Markaz Publications is the publisher of the book translated into Persian by Ahad Aliqolian.

The material collected in this book offers testimony to some fascinating exchanges between the author and his public, and makes up one of the few sourcebooks available on Faulkner’s personal views.

As an American novelist and short-story writer, William Faulkner (1897-1962) was awarded the 1949 Nobel Prize for Literature.

In 1940, he published the first volume of his “Snopes” trilogy, “The Hamlet”, to be followed by two volumes, “The Town” and “The Mansion”, all of them tracing the rise of the insidious Snopes family to positions of power and wealth in the community. “The Reivers”, his last and most humorous work, with great many similarities to Mark Twain’s “Huckleberry Finn”, appeared in 1962, the year of Faulkner’s death.
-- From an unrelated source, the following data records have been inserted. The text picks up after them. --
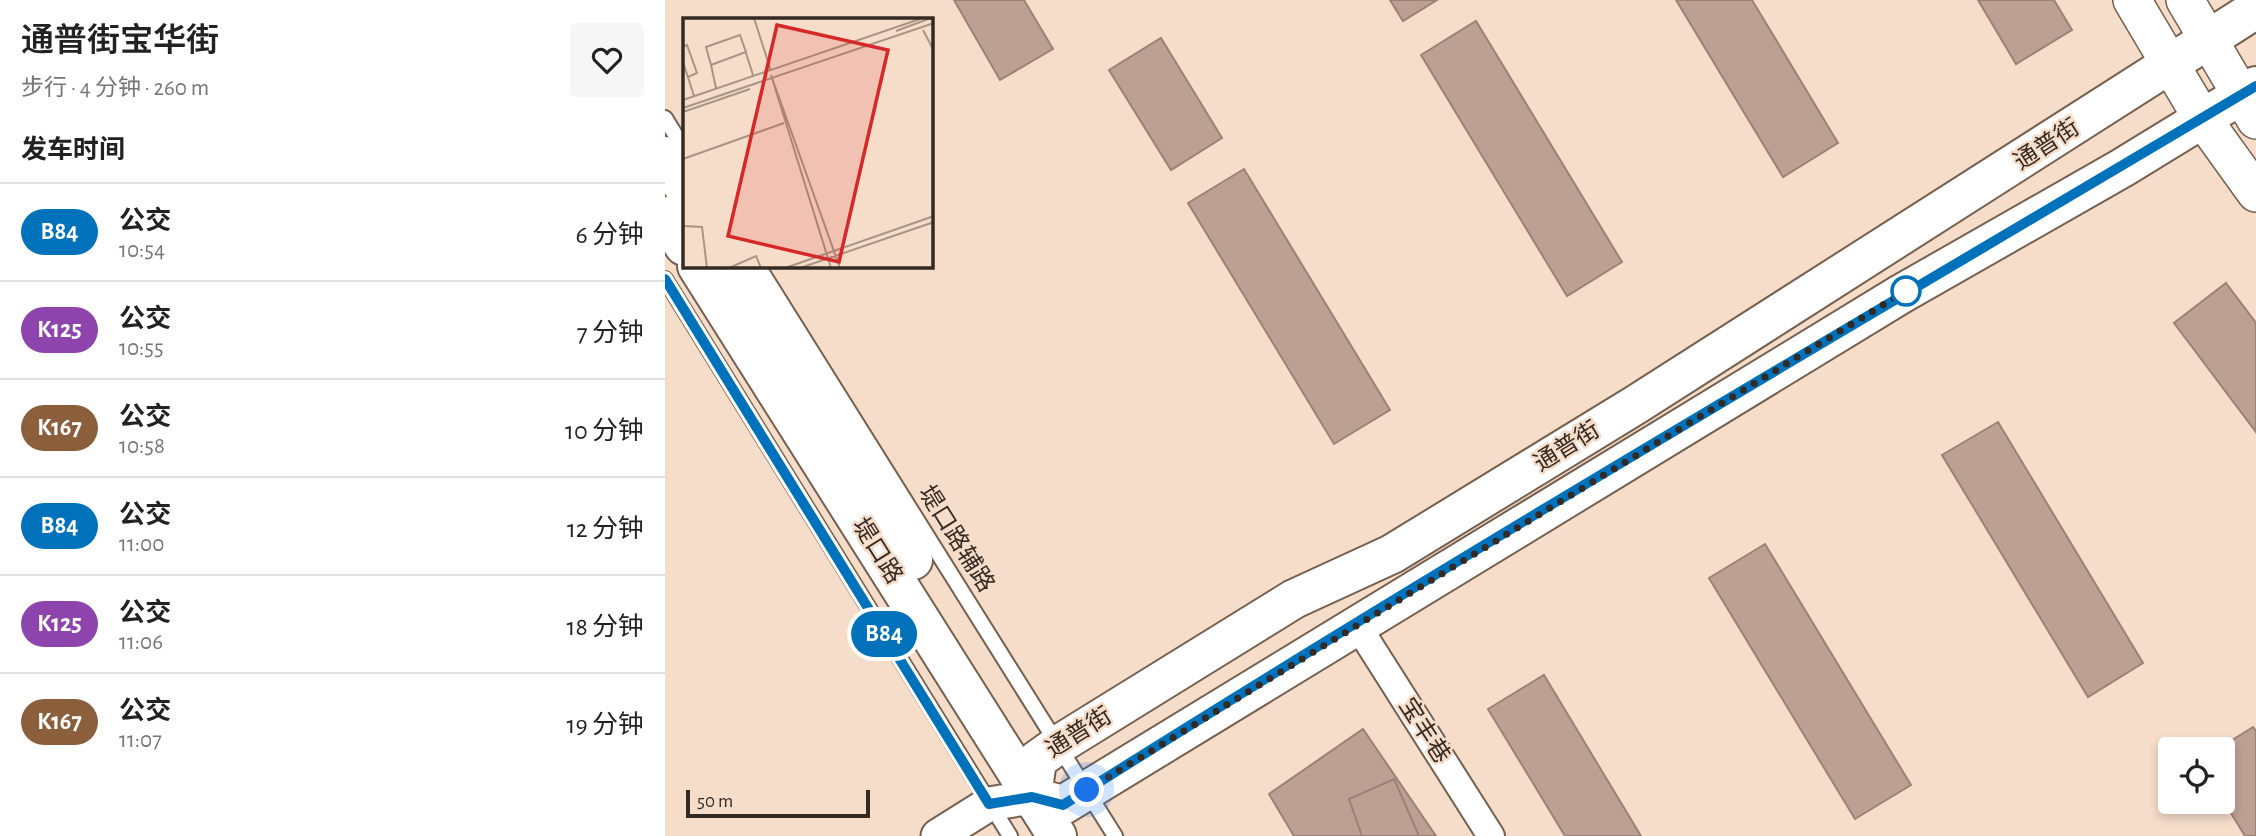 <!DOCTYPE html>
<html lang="zh">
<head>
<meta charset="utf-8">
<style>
	body { margin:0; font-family:"Alegreya Sans","Noto Sans SC",sans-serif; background:#f6f6f6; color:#222; height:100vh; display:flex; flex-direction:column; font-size:26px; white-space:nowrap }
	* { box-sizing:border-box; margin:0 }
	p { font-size:23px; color:#767676 }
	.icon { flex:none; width:38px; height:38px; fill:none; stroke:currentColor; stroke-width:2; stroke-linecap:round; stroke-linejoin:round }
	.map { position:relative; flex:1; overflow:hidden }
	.drawer { display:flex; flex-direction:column; background:#fff; width:665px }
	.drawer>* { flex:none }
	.badge { padding:0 14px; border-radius:23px; font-size:24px; line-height:46px }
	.fabs { position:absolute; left:1493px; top:737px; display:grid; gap:14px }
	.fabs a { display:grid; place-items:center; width:77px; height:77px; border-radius:7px; background:#fff; box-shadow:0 4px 10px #0003; font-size:35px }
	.scale { position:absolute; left:21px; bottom:18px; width:184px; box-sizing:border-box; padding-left:7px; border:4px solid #342a23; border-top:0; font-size:19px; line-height:24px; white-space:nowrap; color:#342a23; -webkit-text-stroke:5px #f6ddca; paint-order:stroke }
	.you { position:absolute; width:35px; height:35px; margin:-18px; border:5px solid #fff; border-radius:50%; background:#1a73e8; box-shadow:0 0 0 10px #1a73e833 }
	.map>.badge { position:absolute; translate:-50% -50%; box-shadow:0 0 0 4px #fff }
	h2 { padding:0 21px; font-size:26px; line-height:63px }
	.round { display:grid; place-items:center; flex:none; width:74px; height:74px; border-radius:7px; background:#f6f6f6 }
	.head { display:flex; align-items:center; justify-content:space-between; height:119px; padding:0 21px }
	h1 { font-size:33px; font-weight:600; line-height:52px }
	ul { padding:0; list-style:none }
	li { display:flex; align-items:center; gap:21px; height:98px; padding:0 21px; border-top:2px solid #e0e0e0 }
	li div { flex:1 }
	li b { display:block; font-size:26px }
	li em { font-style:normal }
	li .badge { min-width:77px; font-weight:700; text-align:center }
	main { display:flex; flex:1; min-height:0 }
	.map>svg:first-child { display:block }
</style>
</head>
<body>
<main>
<section class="drawer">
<div class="head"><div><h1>通普街宝华街</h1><p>步行 · 4 分钟 · 260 m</p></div><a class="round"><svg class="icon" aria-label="heart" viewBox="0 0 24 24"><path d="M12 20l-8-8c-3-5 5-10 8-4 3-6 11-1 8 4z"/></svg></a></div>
<h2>发车时间</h2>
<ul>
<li><span class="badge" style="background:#0072bc;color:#fff">B84</span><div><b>公交</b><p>10:54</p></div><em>6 分钟</em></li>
<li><span class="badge" style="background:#8e44ad;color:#fff">K125</span><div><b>公交</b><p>10:55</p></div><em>7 分钟</em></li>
<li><span class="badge" style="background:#8b5e3c;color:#fff">K167</span><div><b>公交</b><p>10:58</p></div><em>10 分钟</em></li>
<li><span class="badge" style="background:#0072bc;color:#fff">B84</span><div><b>公交</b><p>11:00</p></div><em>12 分钟</em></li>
<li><span class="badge" style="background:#8e44ad;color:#fff">K125</span><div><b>公交</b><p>11:06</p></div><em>18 分钟</em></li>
<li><span class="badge" style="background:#8b5e3c;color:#fff">K167</span><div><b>公交</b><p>11:07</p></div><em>19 分钟</em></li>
</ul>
</section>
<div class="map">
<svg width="1591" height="836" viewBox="0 0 1591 836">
	<rect width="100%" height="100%" fill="#f6ddca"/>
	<!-- building -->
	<g fill="#bda094" stroke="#9d8176" stroke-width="2">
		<path d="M289 0H359L388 49 335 80Z"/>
		<path d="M725 0H772L738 21Z"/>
		<path d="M1011 0H1087L1173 143 1118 177Z"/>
		<path d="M1313 0H1389L1407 30 1351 64Z"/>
		<path d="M811 21 957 262 902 296 756 55Z"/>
		<path d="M496 38 557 138 506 170 444 70Z"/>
		<path d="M579 169 725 410 669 444 523 203Z"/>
		<path d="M1561 283 1591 323V432L1509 323Z"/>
		<path d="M1333 422 1478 663 1423 697 1277 455Z"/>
		<path d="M1100 544 1246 785 1190 819 1044 578Z"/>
		<path d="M879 675 976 836H900L823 709Z"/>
		<path d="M1588 727 1591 731V836H1580L1558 800V749H1553Z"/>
		<path d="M698 729 771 836H629L604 794Z"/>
		<path d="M729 779 754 836H697L684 799Z"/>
	</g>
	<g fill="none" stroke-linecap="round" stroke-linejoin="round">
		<defs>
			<g id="service">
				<path d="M0 118 19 149"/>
				<path d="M93 266 450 836"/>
				<path d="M0 279 345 836"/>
			</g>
			<path id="minor" d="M692 625 826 836"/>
			<path id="tertiary" d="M273 836 324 804 367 797"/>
			<g id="secondary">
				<path d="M1467 0 1537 118 1591 193"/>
				<path d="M1520 0 1591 120"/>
			</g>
			<g id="primary">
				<path d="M1591 9 972 404 727 554 629 599 393 745 372 760 367 797 398 805 1236 294 1457 168 1591 86"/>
				<path d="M0 156 19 188"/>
				<path d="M0 216 19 246"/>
				<path d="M32 266 392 836"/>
				<path d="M68 266 248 560"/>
			</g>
		</defs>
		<!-- service casing -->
		<use href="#service" stroke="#75604f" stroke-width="18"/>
		<!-- minor casing -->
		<use href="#minor" stroke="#75604f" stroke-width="30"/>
		<!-- tertiary casing -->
		<use href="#tertiary" stroke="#75604f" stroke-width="37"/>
		<!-- secondary casing -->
		<use href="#secondary" stroke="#75604f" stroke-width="40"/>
		<!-- primary casing -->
		<use href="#primary" stroke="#75604f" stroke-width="42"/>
		<!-- service -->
		<use href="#service" stroke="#fff" stroke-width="14"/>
		<!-- minor -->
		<use href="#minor" stroke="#fff" stroke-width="26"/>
		<!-- tertiary -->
		<use href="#tertiary" stroke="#fff" stroke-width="33"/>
		<!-- secondary -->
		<use href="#secondary" stroke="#fff" stroke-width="37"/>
		<!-- primary -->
		<use href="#primary" stroke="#fff" stroke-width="38"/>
	</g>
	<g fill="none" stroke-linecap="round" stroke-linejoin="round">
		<defs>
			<path id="line" d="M0 279 324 804 367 797 398 805C790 557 1192 323 1591 86"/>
		</defs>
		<!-- line casing -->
		<use href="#line" stroke="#fff" stroke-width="16"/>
		<!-- line -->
		<use href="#line" stroke="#0072bc" stroke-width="10"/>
		<!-- walk -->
		<path stroke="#342a23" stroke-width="7" stroke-dasharray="0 12.6" d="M422 790 1241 291"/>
	</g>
	<!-- markers -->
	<circle fill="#fff" stroke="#0072bc" stroke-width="3.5" cx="1241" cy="291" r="14"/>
	<g text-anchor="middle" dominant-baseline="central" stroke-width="5" stroke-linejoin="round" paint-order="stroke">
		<!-- street labels -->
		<g font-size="24" fill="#342a23" stroke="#f6ddca">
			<text transform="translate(1382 145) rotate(-33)">通普街</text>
			<text transform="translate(902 447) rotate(-32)">通普街</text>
			<text transform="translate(291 539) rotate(58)">堤口路辅路</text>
			<text transform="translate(212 551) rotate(58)">堤口路</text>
			<text transform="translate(759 731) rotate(57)">宝丰巷</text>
			<text transform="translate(414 733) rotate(-32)">通普街</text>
		</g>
	</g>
	<!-- overview -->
	<g transform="translate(18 18)">
		<rect width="250" height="250" fill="#f6ddca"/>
		<path fill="none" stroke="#a89587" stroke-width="2" d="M71 0 88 53M240 12 251 33M213 13 248 0M0 29 4 27 14 55 5 59M63 35 70 57M0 44 11 78M28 47 23 29 57 17 63 34 28 47 33 70M88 57 157 250M88 57 148 250M0 82 237 1M0 90 251 5M0 94 67 71M0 141 101 105M0 208 19 209 24 250M46 250 73 238 78 250M102 250 251 198M117 250 251 204"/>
		<path fill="#d62828" fill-opacity="0.15" stroke="#d62828" stroke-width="3.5" d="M94 7 205 32 156 244 45 218Z"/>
		<rect width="250" height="250" fill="none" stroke="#342a23" stroke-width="3.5"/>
	</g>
</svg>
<div class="fabs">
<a><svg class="icon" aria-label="locate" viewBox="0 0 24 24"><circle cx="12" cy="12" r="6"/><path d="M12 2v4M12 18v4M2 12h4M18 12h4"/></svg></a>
</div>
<div class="scale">50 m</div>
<div class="you" style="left:422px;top:790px"></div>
<b class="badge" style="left:219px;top:634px;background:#0072bc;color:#fff">B84</b>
</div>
</main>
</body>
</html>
In 1957 and 1958, Faulkner was a writer-in-residence at the University of Virginia. During that time he held 37 conferences and answered over two thousand questions on a wide range of concerns, from exegetic problems in his novels to the role of the writer in modern society.

Almost every word uttered during these exchanges was recorded on tape, and the result is the classic “Faulkner in the University”, originally published in 1959. 

The writer himself commented, “These are questions answered without rehearsal or preparation, by a man old enough in the craft of the human heart to have learned that there are no definitive answers to anything, yet still young enough in spirit to believe that truth may still be found provided one seeks enough, tests and discards, and still tries again.”